Work was her salvation; work was the only thing that protected one, that
kept one steady and one's values true. At home in Hampstead, absorbed
and busy, she had managed to get over Frederick, thinking of him
latterly only with the gentle melancholy with which one thinks of some
one once loved but long since dead; and now this place, idleness in this
soft place, had thrown her back to the wretched state she had climbed so
carefully out of years ago. Why, if Frederick did come she would only
bore him. Hadn't she seen in a flash quite soon after getting to San
Salvatore that that was really what kept him away from her?
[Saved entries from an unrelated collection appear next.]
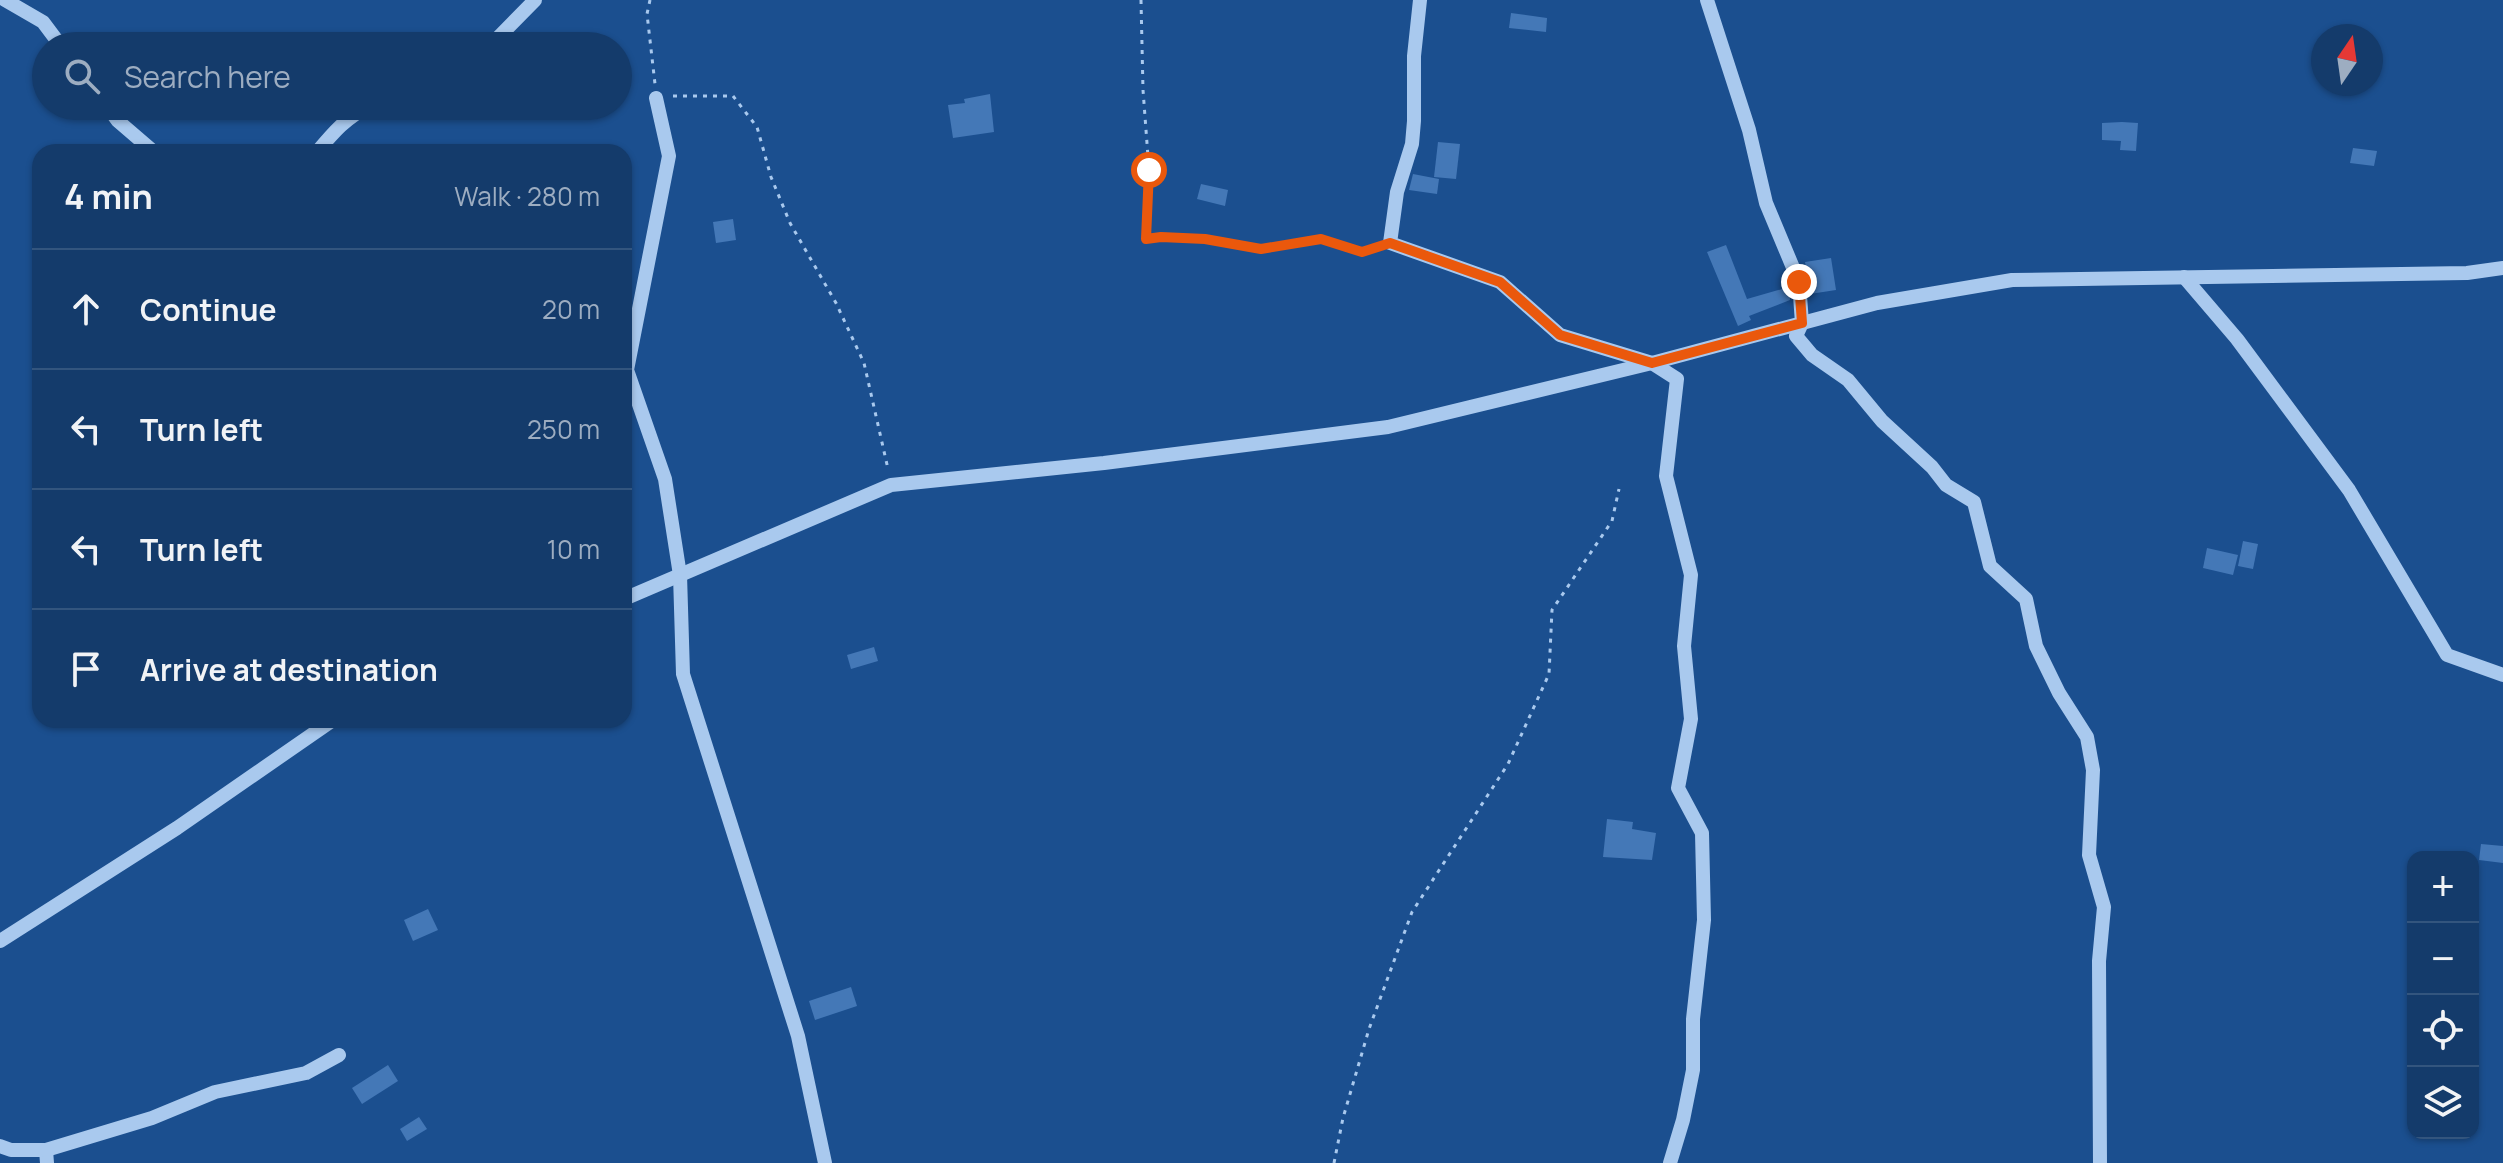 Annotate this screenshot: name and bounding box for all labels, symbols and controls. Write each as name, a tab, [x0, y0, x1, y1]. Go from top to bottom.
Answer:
north arrow	[2311, 24, 2383, 96]
search box	[32, 32, 632, 120]
icon: search	[60, 54, 104, 98]
text: Search here	[124, 56, 291, 97]
route start	[1131, 152, 1167, 188]
text: 4 min	[64, 173, 153, 219]
text: Walk · 280 m	[454, 178, 600, 214]
route end	[1781, 264, 1817, 300]
icon: ahead	[64, 287, 108, 331]
text: Continue	[140, 289, 276, 330]
text: 20 m	[542, 291, 600, 327]
icon: left	[64, 407, 108, 451]
text: Turn left	[140, 409, 263, 450]
text: 250 m	[527, 411, 600, 447]
icon: left	[64, 527, 108, 571]
text: Turn left	[140, 529, 263, 570]
text: 10 m	[547, 531, 600, 567]
icon: arrive	[64, 647, 108, 691]
text: Arrive at destination	[140, 649, 438, 690]
map controls	[2407, 851, 2479, 1139]
button: +	[2407, 851, 2479, 923]
button: −	[2407, 923, 2479, 995]
button: locate	[2407, 995, 2479, 1067]
button: layers	[2407, 1067, 2479, 1139]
And why
should she suppose that now, after such a long estrangement, she would
be able not to bore him, be able to do anything but stand before him
like a tongue-tied idiot, with all the fingers of her spirit turned into
thumbs? Besides, what a hopeless position, to have as it were to
beseech: Please wait a little--please don't be impatient--I think
perhaps I shan't be a bore presently. A thousand times a day Rose wished she had let
Frederick alone. Lotty, who asked her every evening whether she had
sent her letter yet, exclaimed with delight when the answer at last was
yes, and threw her arms round her. "Now we shall be completely happy!"
cried the enthusiastic Lotty. But nothing seemed less certain to Rose, and her
expression became more and more the expression of one who has something
on her mind. Mr. Wilkins, wanting to find out what it was,
strolled in the sun in his Panama hat, and began to meet her
accidentally. "I did not know," said Mr. Wilkins the first time,
courteously raising his hat, "that you too liked this particular spot."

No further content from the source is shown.